Take Your Guests’ Comfort into Consideration
If you’re planning a standing ceremony, do you have chairs on hand for older guests? If it’s outdoors, will the ground be firm enough for ladies’ heels? If the service is long, should you place cushions on the pews? Thinking about the weather ahead of time can also save you a lot of stress on the day. Will you need a backup plan in case of rain? On the flipside, a sunny outdoor space can be uncomfortably hot without any shade. If your guests are comfortable and relaxed, they will enjoy themselves and set a great vibe for the rest of the day.

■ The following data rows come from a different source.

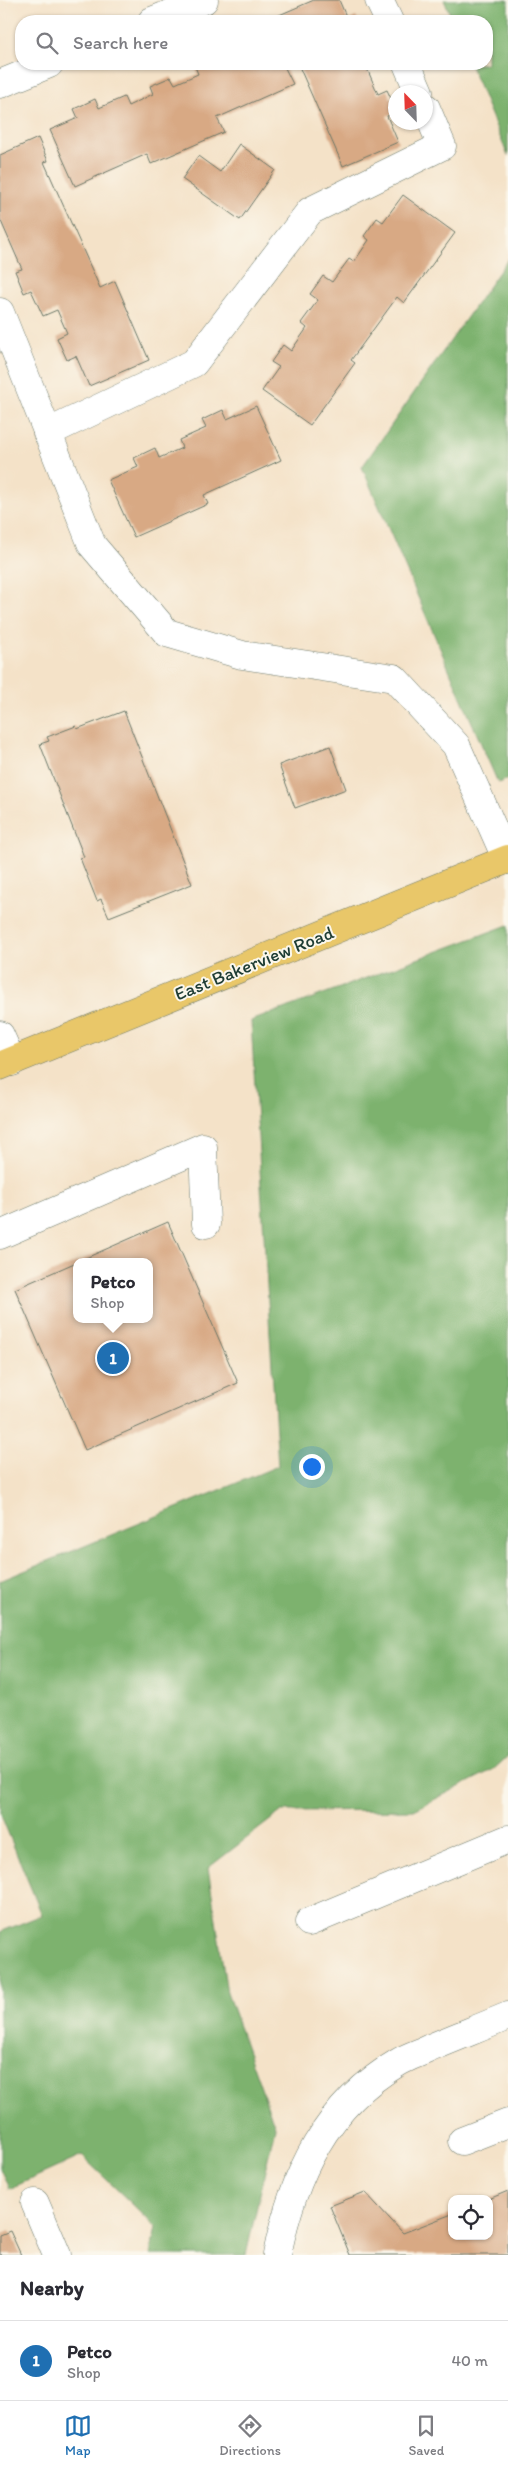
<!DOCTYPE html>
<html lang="en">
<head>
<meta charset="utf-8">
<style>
	body { margin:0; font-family:Itim,sans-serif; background:#f2f2f3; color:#2b2b33 }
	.controls { position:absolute; right:15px; bottom:15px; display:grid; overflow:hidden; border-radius:10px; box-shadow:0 1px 4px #0004 }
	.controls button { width:45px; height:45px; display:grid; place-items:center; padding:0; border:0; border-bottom:1px solid #e1e1e2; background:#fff; color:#2b2b33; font:25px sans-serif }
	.compass { position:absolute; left:388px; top:85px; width:45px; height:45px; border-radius:50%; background:#fff; box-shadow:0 1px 4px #0004; rotate:337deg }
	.you { position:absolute; left:311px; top:1466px; width:18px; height:18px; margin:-12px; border:4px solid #fff; border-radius:50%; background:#1a73e8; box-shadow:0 0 0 8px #1a73e833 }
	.badge { display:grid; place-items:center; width:32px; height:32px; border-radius:50%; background:#1f6fb2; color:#fff; font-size:16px; font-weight:700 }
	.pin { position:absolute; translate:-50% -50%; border:2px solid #fff; box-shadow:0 1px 5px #0006 }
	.popup { position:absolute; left:73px; top:1258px; width:80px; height:65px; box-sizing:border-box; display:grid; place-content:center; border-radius:10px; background:#fff; filter:drop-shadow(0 1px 4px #0005); font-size:16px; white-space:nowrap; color:#7c7c81 }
	.popup b { font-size:19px; color:#2b2b33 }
	.popup::after { content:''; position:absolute; left:50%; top:100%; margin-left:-10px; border:10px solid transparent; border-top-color:#fff }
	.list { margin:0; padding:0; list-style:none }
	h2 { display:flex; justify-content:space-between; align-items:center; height:65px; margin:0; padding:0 20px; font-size:21px }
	h2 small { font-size:16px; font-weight:400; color:#7c7c81 }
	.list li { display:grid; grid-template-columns:32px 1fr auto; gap:15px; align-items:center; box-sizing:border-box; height:80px; padding:0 20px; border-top:1px solid #e1e1e2 }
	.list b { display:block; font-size:19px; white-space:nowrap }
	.list p { margin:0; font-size:16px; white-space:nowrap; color:#7c7c81 }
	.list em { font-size:16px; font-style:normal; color:#7c7c81 }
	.icon { flex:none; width:28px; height:28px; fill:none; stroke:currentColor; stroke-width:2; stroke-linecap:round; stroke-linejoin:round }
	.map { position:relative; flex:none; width:508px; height:2255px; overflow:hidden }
	.search { position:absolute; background:#fff; box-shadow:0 1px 4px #0004; left:15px; right:15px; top:15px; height:55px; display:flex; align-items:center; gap:12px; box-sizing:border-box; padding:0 18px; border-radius:20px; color:#7c7c81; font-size:19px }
	.sheet { height:145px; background:#fff }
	nav { display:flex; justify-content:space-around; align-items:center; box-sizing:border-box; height:70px; border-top:1px solid #e1e1e2; background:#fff; font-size:14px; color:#7c7c81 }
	nav a { display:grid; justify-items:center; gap:2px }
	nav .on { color:#1f6fb2 }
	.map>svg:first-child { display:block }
	.forest { fill:#7db26e; stroke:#4e7851 }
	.building { fill:#d8a984; fill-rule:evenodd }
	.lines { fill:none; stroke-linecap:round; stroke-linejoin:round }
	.minor-casing { stroke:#6a7768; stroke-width:29 }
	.major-casing { stroke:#6a7768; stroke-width:29 }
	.minor { stroke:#fff; stroke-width:28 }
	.major { stroke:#e9c769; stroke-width:28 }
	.labels { text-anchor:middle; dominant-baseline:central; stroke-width:4; stroke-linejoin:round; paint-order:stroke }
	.street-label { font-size:19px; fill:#1f3d34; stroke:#fbf7ec }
</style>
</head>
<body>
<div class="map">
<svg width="508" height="2255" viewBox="0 0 508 2255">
	<rect width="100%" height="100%" fill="#fbf7ec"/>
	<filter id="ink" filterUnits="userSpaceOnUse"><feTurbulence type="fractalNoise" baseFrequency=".02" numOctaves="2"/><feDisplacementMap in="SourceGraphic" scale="10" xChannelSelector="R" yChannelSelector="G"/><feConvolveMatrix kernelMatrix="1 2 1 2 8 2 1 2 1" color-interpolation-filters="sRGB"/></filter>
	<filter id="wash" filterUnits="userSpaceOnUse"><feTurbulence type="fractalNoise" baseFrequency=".0096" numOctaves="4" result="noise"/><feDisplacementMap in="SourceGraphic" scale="20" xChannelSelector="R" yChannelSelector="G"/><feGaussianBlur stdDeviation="1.12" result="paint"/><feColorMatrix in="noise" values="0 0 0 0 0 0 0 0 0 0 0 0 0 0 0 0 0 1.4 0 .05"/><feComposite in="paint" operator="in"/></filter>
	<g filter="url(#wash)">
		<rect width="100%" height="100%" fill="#f4e2c8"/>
		<!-- forest -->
		<g class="forest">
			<polygon points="444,0 508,0 508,156 470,64 487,64 487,21 453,21"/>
			<polygon points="508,259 508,779 498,783 362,467"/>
			<polygon points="508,925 508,1756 494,1769 414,1810 282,1811 208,1868 227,1993 275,2127 246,2255 150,2255 156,2227 82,2156 9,2189 0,2168 0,1932 42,1915 0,1813 0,1581 278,1466 251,1021"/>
		</g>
		<g id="blocks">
			<!-- building -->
			<g class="building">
				<polygon points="314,0 339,0 348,21 356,17 358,21 280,21 277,16"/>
				<polygon points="194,64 283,64 293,84 217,118 224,132 151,164 147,154 75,186 50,130 78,118 74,109 95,99 99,108 124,97 128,106 153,94 150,86 171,77 175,84 198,74"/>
				<polygon points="298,64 365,64 378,94 387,90 396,109 396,112 387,116 398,142 343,166"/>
				<polygon points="38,138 48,161 44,162 100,288 115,281 149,360 89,386 76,356 67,360 57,338 67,333 57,310 43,316 31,290 24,293 15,271 22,269 0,219 0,155"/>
				<polygon points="239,144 275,170 240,220 182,179 198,156 220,172"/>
				<polygon points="403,195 455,233 404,303 397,297 351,360 355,363 310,425 262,391 279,367 271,362 283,345 291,351 307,328 301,323 318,300 310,294 323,276 332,282 349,259 354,262 369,240 364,236 377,218 383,222"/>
				<polygon points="256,406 281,460 204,495 208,504 134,537 108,480 138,467 134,458 155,448 159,458 182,448 179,440 206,428 202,420 223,410 227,419"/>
				<polygon points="124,711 192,884 109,917 101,899 97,901 80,858 84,857 40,744 49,741 47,737 76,726 77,729"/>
				<polygon points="330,746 346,789 295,808 279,765"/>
				<path d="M168,1222L238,1383L85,1450L15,1289ZM77,1262H149V1319H77Z"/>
				<polygon points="508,2191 508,2255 350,2255 330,2206 365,2192 403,2233 452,2214 452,2236 489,2236 489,2199"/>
				<polygon points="10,2231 21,2255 0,2255 0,2235"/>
			</g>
		</g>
	</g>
	<g filter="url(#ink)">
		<use href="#blocks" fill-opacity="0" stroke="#6a7768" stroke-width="1"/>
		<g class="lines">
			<defs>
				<g id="minor">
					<polyline points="379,0 389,21"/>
					<polyline points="152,21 204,0"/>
					<polyline points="407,64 419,92"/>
					<polyline points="0,84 49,64"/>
					<polyline points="0,312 92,545 167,633 242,655 394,678 456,745 507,860"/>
					<polyline points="47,433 194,363 310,211 442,146 426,108"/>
					<polyline points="0,1035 12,1062"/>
					<polyline points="0,1235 203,1147 206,1224"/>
					<polyline points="309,1922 508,1839"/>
					<polyline points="462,2141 508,2123"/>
					<polyline points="35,2203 57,2255"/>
					<path d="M277,2255C293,2175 326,2105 399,2062C409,2056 420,2053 430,2048C456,2037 482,2027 508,2016"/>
				</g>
				<polyline id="major" points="0,1066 508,859"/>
			</defs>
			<!-- minor casing -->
			<use href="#minor" class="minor-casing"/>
			<!-- major casing -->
			<use href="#major" class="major-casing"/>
			<!-- minor -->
			<use href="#minor" class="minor"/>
			<!-- major -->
			<use href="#major" class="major"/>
		</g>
	</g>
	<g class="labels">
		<!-- street labels -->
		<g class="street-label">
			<text transform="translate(254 963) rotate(-22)">East Bakerview Road</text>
		</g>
	</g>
</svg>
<div class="controls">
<button><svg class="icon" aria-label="locate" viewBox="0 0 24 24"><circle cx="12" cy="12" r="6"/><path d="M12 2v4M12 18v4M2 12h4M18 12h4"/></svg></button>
</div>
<svg class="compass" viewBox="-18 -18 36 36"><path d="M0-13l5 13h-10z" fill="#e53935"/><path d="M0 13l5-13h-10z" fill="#7c7c81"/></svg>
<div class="you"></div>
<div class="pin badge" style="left:113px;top:1358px">1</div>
<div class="popup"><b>Petco</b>Shop</div>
<div class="search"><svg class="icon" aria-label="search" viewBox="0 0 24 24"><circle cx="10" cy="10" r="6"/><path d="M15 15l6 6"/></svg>Search here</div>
</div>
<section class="sheet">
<h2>Nearby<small></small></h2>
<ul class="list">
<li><span class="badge">1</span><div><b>Petco</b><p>Shop</p></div><em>40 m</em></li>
</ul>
</section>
<nav>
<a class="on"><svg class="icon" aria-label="map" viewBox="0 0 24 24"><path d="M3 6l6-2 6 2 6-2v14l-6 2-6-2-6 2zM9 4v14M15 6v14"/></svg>Map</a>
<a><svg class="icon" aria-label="directions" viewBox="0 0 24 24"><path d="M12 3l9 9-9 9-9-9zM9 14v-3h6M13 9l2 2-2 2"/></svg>Directions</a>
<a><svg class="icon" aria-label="saved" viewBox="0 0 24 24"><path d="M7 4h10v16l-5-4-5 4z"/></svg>Saved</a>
</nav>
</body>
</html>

Image by Anna Munro Photography
The Perfect Programme
Most ceremonies have a typical structure that your guests will expect, so don’t feel the need to include absolutely everything in your programme. Stick to the basics. Make sure you include the order of events, the name of those giving readings, and the details of any special traditions included in your ceremony so your guests don’t feel lost. Think beyond classic paper programmes! A chalkboard sign placed outside can be a great way to display all the details for your guests to read as they arrive.
The right music will set the tone for your ceremony. The processional and recessional are the two key moments to think about, but it might also be nice to play some background music while your guests arrive. When choosing your music, consider your style and venue. Are you traditional or modern? Is the music appropriate for a church setting? If you’re outdoors or in a public space are there any noise restrictions you need to be aware of?
Image by Patina Photography
Get to the Church on Time!
Being late is stressful for you and waiting is tedious for the guests. Save the worry and make sure you have plenty of time for your ‘pre-wedding’ preparation. Ask your makeup artist and any other professionals who are involved for a realistic time estimate, then add 15 – 30 minutes on top of that as your ‘safety net’. You’ll be happy to have it if something unforeseen occurs, like your Mum misplacing her car keys!